◆ Description of the task:
When copying the listing below, skip every picture and repeat exactly the lines from the first one through the line that contains "M1394,42H1443L1472,71V81H1426L1398,53H1404Z".

--- Extracted information Enclosed Below ---

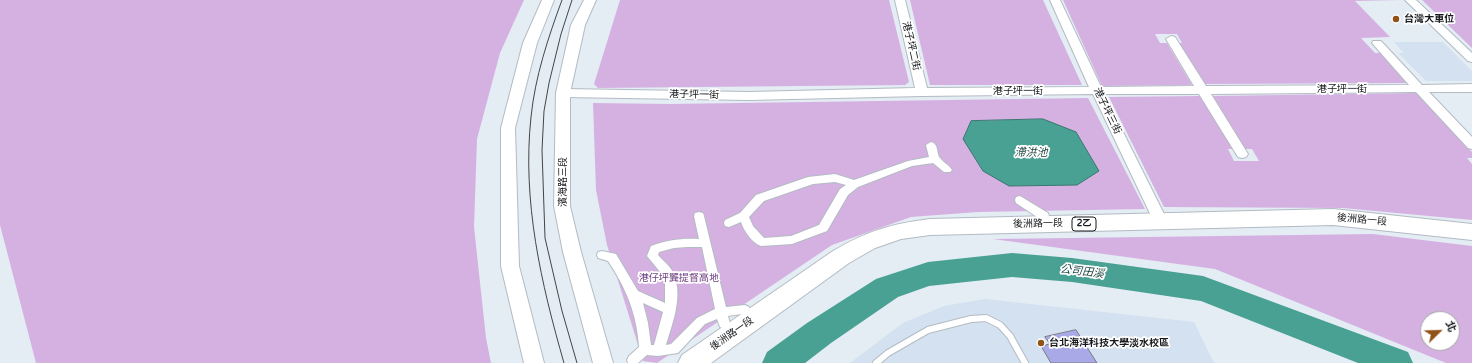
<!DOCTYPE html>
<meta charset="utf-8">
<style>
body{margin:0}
#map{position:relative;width:1472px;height:363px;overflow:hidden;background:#e4ecf4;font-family:"Varela Round","Noto Sans TC",sans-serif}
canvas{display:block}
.north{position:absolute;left:1420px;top:311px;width:40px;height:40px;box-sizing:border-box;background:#fff;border:1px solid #a2a3a4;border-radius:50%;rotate:67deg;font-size:11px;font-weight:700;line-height:16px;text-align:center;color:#17191c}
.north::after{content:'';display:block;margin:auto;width:14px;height:18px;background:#915218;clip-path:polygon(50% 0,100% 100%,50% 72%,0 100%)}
</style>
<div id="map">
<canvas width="1472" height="363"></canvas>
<div class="north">北</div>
</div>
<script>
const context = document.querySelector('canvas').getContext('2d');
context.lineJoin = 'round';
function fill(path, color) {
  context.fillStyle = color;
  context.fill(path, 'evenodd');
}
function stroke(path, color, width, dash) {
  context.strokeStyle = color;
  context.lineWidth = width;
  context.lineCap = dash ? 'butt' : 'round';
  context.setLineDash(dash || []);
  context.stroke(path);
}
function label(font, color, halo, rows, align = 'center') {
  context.font = font + ' "Varela Round","Noto Sans TC",sans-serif';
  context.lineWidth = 3.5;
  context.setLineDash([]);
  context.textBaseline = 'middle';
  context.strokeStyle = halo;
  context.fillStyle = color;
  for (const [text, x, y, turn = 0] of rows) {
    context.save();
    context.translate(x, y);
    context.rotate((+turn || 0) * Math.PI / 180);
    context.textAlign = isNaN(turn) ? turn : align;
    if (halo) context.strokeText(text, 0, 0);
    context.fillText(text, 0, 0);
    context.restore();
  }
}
const built = new Path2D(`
 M1394,42H1443L1472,71V81H1426L1398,53H1404Z
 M985,299L1194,322L1214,363H850L903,323L944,306Z`);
const green = new Path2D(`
 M0,0H524L500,53L477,139L474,227L486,338L491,363H36L0,225Z
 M620,0H889L909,82L905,85L598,88L594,84Z
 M910,0H1043L1082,85H930Z
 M1063,0H1400L1355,1L1390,37L1361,38L1375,53H1382L1409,83L1204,84L1178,43H1182L1177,34H1155L1160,43H1167L1192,85L1102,86Z
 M1422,0H1472V48Z
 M1419,93L1472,152V158H1467L1472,164V220L1343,208L1164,207L1109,97L1200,96L1233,149H1228L1234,161H1259L1252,149H1245L1212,96Z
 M1088,98L1145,209L978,212L911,217L832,245L657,363L643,361L607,245L596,190L593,103L670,104Z
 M1373,234L1472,246V363H1446L1215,269L993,239ZM1428,319H1452V343H1428Z`);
const water = new Path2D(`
 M1043,119L1076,132L1099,171L1077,185L1009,186L983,171L963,139L971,121Z`);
const river = new Path2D(`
 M1012,253L1072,258L1203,276L1408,352L1413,363H1358L1201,301L1072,282L1012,277L929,286L898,297L831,343L805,363H762L767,352L807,323L876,279L928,262Z`);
const building = new Path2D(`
 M1076,330L1097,363H1051L1041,346L1050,344L1045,337Z`);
const service = new Path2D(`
 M876,363L888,353L928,330L971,319L986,318L1000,325L1010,336L1025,363`);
const pedestrian = new Path2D(`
 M931,142C939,144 936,153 940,158C944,163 949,165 952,170L950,172H944L933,163L912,166L858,187L848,195L827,231L792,244L761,246C752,243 744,231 741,222L729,227L725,226L724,223L725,220L740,213L756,195L808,177L835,174L854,180L908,161L929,157L926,145ZM835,182L846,185L840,189L819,225L791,236L764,238L753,226L749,217L764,201L813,184Z
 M1020,196L1048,213L1049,216L1048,219H1040L1016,203L1015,200L1016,197Z
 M699,212L703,213L704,216L726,307L745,305L749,307L751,310L749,313L728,316L730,324L728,327L724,329L720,327L717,319L705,324L678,353L658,356L647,355L638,363H628L627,360L629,356L639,347C637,314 626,288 608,261L598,258L597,255L598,252L602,251L616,254L638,291L665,303V280L661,273L647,256L651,246C667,240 682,238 699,239L694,216L695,213ZM687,247H702L715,309L697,318L671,344L666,345C673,322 685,291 671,269C668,264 662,260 658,255L659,252L674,248ZM643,303L663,312L654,345H651L648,323Z`);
const minor = new Path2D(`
 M895,0H905L927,88L1089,87L1050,0H1060L1101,87L1194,86L1166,39L1171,36L1175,37L1206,86L1409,85L1372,43L1373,41H1381L1422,85L1472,84V92H1429L1472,137V149L1468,148L1416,92L1211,94L1248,154L1246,157L1242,158L1238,157L1199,94H1104L1168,222L1166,226L1161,227L1156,226L1154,222L1093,94L922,96L749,100L563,97L559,96L557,93L559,90L563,89L749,92L915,88Z
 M1405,0H1416L1472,53V62L1468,61Z`);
const tertiary = new Path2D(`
 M542,0H554L537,43L515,128L519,266L544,363H524L501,266V128L523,43Z
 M584,0H596L585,25L570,93V206L581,252L613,363H593L563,252L554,206L556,93L571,25Z`);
const primary = new Path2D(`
 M1333,209L1472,224V240L1333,225L930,235L901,239L875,248L849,263L711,363H678L682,355L833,251C867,231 891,224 930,219Z`);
const tram = new Path2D(`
 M562,0C548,38 535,77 531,117C522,201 541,283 564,363
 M572,0L561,34L549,83L544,111L542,150L545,238L562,311L577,363`);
const markers = [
 [1396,19,4,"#915218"],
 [1041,343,4,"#915218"]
];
const shields = [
 [1084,224,24]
];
const shieldNames = [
 ["2乙",1084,224]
];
const poiNames = [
 ["台灣大車位",1404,19],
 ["台北海洋科技大學淡水校區",1049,343]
];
const streetNames = [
 ["港子坪二街",911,46,77],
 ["港子坪一街",1342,89],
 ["港子坪一街",1018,91],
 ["港子坪一街",694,95,1],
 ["港子坪三街",1107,111,64],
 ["濱海路三段",563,182,-90],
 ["後洲路一段",1362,220,5],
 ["後洲路一段",1038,224,-1],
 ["後洲路一段",732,334,-35]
];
const parkNames = [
 ["港仔坪龔提督高地",679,278]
];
const waterNames = [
 ["滯洪池",1031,153],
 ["公司田溪",1082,272,7]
];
fill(built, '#d4e1f0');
fill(green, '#d5b1e2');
fill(water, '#49a194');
stroke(water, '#3a7870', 1);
fill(river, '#49a194');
fill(building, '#a8a9e6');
stroke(building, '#7a7b84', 1);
stroke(service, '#b3bbc3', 8);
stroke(pedestrian, '#b3bbc3', 2);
stroke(minor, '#b3bbc3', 2);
stroke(tertiary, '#b3bbc3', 2);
stroke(primary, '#b3bbc3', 2);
stroke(service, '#fff', 6);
fill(pedestrian, '#fff');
fill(minor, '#fff');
fill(tertiary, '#fff');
fill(primary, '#fff');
stroke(tram, '#424549', 1);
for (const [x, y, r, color] of markers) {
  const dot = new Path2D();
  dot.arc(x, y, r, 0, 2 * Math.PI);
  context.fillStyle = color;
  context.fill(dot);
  stroke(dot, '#fff', 1.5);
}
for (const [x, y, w] of shields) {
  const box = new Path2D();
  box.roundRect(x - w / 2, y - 7, w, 14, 3);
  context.fillStyle = '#fff';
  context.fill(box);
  stroke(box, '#17191c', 1);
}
label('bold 9px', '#17191c', null, shieldNames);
label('bold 10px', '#17191c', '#fff', poiNames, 'left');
label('10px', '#17191c', '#fff', streetNames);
label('10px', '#703f81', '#fff', parkNames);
label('italic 11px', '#163f39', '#fff', waterNames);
</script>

--- End of Enclosed Extracted information ---

◆ Response to the task:
<!DOCTYPE html>
<meta charset="utf-8">
<style>
body{margin:0}
#map{position:relative;width:1472px;height:363px;overflow:hidden;background:#e4ecf4;font-family:"Varela Round","Noto Sans TC",sans-serif}
canvas{display:block}
.north{position:absolute;left:1420px;top:311px;width:40px;height:40px;box-sizing:border-box;background:#fff;border:1px solid #a2a3a4;border-radius:50%;rotate:67deg;font-size:11px;font-weight:700;line-height:16px;text-align:center;color:#17191c}
.north::after{content:'';display:block;margin:auto;width:14px;height:18px;background:#915218;clip-path:polygon(50% 0,100% 100%,50% 72%,0 100%)}
</style>
<div id="map">
<canvas width="1472" height="363"></canvas>
<div class="north">北</div>
</div>
<script>
const context = document.querySelector('canvas').getContext('2d');
context.lineJoin = 'round';
function fill(path, color) {
  context.fillStyle = color;
  context.fill(path, 'evenodd');
}
function stroke(path, color, width, dash) {
  context.strokeStyle = color;
  context.lineWidth = width;
  context.lineCap = dash ? 'butt' : 'round';
  context.setLineDash(dash || []);
  context.stroke(path);
}
function label(font, color, halo, rows, align = 'center') {
  context.font = font + ' "Varela Round","Noto Sans TC",sans-serif';
  context.lineWidth = 3.5;
  context.setLineDash([]);
  context.textBaseline = 'middle';
  context.strokeStyle = halo;
  context.fillStyle = color;
  for (const [text, x, y, turn = 0] of rows) {
    context.save();
    context.translate(x, y);
    context.rotate((+turn || 0) * Math.PI / 180);
    context.textAlign = isNaN(turn) ? turn : align;
    if (halo) context.strokeText(text, 0, 0);
    context.fillText(text, 0, 0);
    context.restore();
  }
}
const built = new Path2D(`
 M1394,42H1443L1472,71V81H1426L1398,53H1404Z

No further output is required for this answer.